A ilusão da escolha: o poder de influenciar tudo o que você compra
O shampoo que você usa e o carro que dirige não foram escolhas suas, mas de uma engenharia de persuasão

Durante décadas, milhões de pessoas ao redor do mundo acreditaram que substituir a manteiga pela margarina era a escolha mais saudável. Diante das prateleiras dos supermercados, a imensa maioria dos consumidores optava pela nova alternativa “amiga do coração” sem saber que incorriam em dois erros:
Primeiro: o produto apresentado como uma evolução nutricional não era sequer saudável.

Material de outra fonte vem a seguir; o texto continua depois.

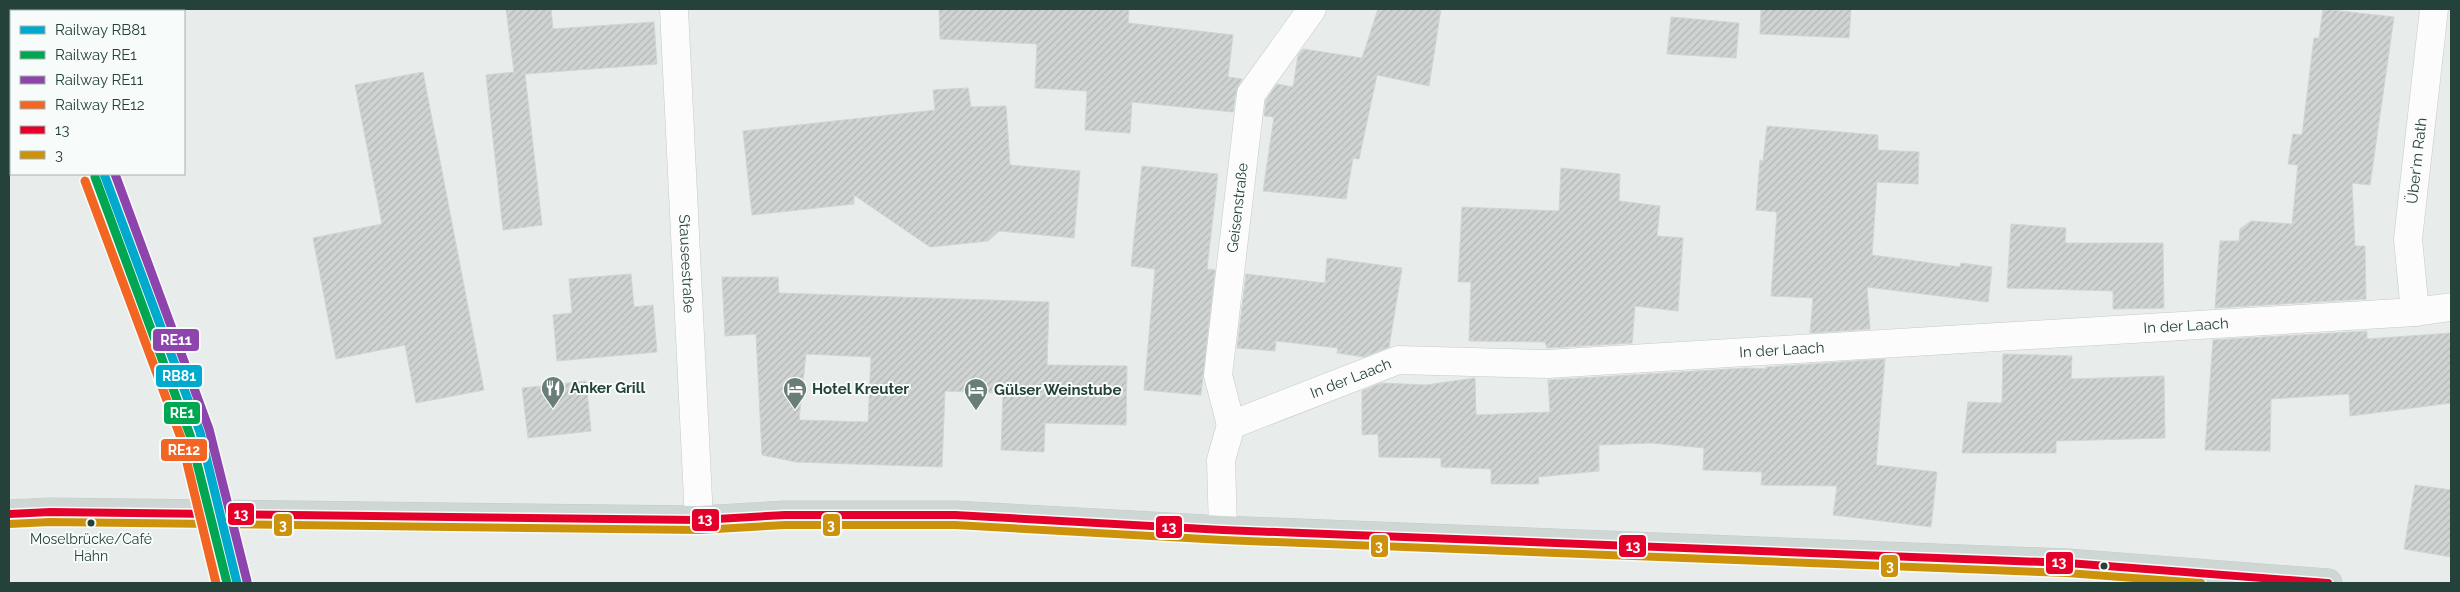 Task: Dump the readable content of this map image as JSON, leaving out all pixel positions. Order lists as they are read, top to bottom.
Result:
{
  "streets": {
    "street": [
      "Über'm Rath",
      "Geisenstraße",
      "Stauseestraße",
      "In der Laach"
    ]
  },
  "crossings": [
    ["Über'm Rath", "In der Laach"],
    ["Geisenstraße", "In der Laach"]
  ],
  "places": {
    "restaurant": ["Anker Grill"],
    "hotel": ["Hotel Kreuter", "Gülser Weinstube"],
    "other": ["Moselbrücke/Café Hahn"]
  },
  "lines": [
    "rail line RB81",
    "rail line RE11",
    "rail line RE1",
    "rail line RE12",
    "transit line 13",
    "transit line 3"
  ],
  "legend": [
    "Railway RB81",
    "Railway RE1",
    "Railway RE11",
    "Railway RE12",
    "13",
    "3"
  ]
}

Segundo: não se tratava de uma escolha, mas sim, de um comportamento fruto de uma das campanhas de persuasão mais bem-sucedidas da história da publicidade moderna.
A partir dos anos 1950, a indústria alimentícia passou a promover agressivamente a ideia de que a gordura saturada da manteiga seria um veneno silencioso, enquanto a margarina, feita de óleos vegetais hidrogenados, seria a alternativa mais inteligente e mais saudável.
Inteligente mesmo era o tripé sobre o qual o discurso foi construído: argumento “científico”, produto desenvolvido para o bem de todos, risco inexistente. Uma alegação tão convincente quanto falsa.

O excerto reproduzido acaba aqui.